Hobby - Week of 3/29-4/3

 Not a lot to talk about but one major change to the hobby organizational space is my new light. 


After I reorganized my hobby space, I very quickly realized that the light in the new corner was very poor. I had to sort that out immediately. After a few weeks of pondering whether to get big studio lights, cheap ikea lamps, or something in between, I settled on the Daylight U32500 Triple Bright Lamp, as was recommended by a lot of hobby blogs and videos. It was pretty expensive, but as I've worked with it over the past week or so, I'm pretty happy with my purchase. It has perfect light color, and is really easily adjustable to throw its bright light in a concentrated area or all over the table. It wasn't the cheapest option, but it's worked out quite nicely, and more importantly allowed me to get back to actually painting after what felt like an eternity's break organizing, building shelves, and deciding on lighting fixtures.
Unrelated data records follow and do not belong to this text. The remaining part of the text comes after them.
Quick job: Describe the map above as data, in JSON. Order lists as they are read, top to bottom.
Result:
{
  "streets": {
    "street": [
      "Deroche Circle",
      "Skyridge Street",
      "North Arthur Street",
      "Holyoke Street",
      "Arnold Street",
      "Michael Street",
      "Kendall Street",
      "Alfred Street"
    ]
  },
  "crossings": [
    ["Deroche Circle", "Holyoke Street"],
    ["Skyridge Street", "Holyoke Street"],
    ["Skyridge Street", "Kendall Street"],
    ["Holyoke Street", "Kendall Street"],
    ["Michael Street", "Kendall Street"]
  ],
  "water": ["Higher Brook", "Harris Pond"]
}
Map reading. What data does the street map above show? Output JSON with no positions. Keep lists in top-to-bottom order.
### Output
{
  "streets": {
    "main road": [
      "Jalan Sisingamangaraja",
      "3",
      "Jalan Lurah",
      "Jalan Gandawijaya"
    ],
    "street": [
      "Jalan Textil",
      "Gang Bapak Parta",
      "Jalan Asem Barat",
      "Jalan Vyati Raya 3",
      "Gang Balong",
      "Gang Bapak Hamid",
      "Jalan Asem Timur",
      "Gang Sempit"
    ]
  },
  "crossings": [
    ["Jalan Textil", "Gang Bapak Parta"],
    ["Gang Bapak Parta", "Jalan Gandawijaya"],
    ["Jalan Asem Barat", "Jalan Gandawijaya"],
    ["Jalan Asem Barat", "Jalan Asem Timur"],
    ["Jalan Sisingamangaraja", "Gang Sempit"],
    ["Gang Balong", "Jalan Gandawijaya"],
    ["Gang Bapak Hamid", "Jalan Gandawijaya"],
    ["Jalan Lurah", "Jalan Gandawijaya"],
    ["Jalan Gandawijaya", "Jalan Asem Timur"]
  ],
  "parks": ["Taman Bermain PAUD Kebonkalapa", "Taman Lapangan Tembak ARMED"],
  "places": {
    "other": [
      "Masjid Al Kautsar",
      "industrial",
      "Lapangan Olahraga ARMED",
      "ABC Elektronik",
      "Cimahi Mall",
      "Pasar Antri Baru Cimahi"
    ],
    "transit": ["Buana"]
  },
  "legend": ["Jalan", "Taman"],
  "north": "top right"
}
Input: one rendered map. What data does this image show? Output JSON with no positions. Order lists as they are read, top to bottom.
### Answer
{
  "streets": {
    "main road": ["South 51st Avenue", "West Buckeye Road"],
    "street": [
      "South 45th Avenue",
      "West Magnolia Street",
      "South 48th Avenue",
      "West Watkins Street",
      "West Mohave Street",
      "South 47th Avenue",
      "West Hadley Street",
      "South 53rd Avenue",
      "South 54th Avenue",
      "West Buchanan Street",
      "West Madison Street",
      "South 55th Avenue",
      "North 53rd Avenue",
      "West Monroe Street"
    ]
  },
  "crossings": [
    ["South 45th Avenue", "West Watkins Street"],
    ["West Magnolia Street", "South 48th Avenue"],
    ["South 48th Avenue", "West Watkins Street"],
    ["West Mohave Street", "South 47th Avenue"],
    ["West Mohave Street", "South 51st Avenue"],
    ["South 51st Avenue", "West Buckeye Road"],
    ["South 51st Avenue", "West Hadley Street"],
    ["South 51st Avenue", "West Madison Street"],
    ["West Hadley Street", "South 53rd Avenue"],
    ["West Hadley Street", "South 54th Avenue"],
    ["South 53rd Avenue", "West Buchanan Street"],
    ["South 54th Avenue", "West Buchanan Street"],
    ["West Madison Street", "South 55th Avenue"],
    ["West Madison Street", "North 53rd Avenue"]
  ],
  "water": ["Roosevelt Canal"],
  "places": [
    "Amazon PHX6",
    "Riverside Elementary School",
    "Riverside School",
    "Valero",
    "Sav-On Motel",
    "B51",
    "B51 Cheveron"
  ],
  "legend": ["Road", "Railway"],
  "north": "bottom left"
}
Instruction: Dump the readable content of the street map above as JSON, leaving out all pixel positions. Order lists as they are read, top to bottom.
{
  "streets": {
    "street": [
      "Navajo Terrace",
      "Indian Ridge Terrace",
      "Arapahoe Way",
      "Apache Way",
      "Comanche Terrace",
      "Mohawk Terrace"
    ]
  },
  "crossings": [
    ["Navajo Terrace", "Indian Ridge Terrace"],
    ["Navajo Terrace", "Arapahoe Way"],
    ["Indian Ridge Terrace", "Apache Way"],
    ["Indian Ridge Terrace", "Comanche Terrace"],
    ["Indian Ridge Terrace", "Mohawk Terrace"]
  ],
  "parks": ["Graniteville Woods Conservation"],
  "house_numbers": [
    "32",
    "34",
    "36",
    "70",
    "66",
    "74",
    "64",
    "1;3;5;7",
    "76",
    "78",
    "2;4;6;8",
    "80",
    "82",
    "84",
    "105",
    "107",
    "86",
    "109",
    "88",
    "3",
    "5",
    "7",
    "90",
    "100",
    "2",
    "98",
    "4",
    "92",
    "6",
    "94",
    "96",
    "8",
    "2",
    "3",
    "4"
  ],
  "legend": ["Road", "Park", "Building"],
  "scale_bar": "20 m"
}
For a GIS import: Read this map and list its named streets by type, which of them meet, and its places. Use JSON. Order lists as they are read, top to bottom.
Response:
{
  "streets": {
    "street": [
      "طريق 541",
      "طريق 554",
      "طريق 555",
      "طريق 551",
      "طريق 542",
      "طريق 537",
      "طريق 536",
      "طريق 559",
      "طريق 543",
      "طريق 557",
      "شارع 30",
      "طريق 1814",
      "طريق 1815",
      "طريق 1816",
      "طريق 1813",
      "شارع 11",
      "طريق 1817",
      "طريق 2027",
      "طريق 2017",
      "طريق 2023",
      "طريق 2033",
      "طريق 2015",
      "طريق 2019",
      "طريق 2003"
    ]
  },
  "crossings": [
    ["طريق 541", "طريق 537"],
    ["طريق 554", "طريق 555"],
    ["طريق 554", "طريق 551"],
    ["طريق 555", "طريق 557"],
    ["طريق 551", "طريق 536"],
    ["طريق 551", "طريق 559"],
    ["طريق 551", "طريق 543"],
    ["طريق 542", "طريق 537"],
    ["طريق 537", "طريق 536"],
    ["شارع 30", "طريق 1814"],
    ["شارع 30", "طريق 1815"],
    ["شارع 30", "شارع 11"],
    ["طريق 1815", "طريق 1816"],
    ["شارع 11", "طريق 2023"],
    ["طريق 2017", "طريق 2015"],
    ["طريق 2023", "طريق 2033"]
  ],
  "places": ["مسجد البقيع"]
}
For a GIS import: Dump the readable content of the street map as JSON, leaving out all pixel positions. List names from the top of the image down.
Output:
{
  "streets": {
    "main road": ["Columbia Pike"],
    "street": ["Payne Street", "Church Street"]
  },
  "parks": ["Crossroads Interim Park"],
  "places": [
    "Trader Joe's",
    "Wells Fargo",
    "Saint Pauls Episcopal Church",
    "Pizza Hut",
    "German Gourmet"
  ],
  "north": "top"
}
After hearing about the remaster of the original Rome Total War, my insane passion for the Roman period has ignited once more, driving me into a complete frenzy. Thus, I dusted off the Victrix Romans that I bought so long ago and began actually painting. I finished the command group of one Vexilifer, one Cornicen, an Optio, and an Auxiliary Centurion. 

The system I decided on is Infamy, Infamy by TooFatLardies. It incorporates a lot that I love in modern games like Bolt Action, namely random activations, random turn lengths, etc. I feel that especially on an ancient battlefield where there's no radios, it should feel chaotic and confusing, and that's exactly what this ruleset offers, in a nice size - bigger than a small skirmish, smaller than mass battle. This is a perfect size to start off, as it's not too intimidating to paint up ~50 miniatures for an army, like it would be to paint up gobs of troops for something like Hail, Caesar. Admittedly, I could shorten the painting time by going down to 10 or 15 mil scale, but Victrix's 28mm Romans are the absolute best kits I've ever seen, with plenty of detail, good poses, lots of bits for kitbashing, great quality plastic, and a pretty great price point.

For Infamy, Infamy, Roman troops come in the standard size of 8-men -- a single Contubernium. Victrix's auxilia come in a pack of 24 figures, with 4 command. This means that you can form 2 units, and full command. However, this does mean you're left with annoying minis left over that can't form a full group. For those guys, I gave them wolf pelts and carrying barbarian severed heads as a form of Exploratores. I know the auxilia with wolf pelts is a Dacian War thing, but I thought it a neat way to seperate them from the rest of the auxilia.

That's all for this week. Hopefully going to finish those guys and move on to the Legionaries next, but we'll see where my fickle heart takes me.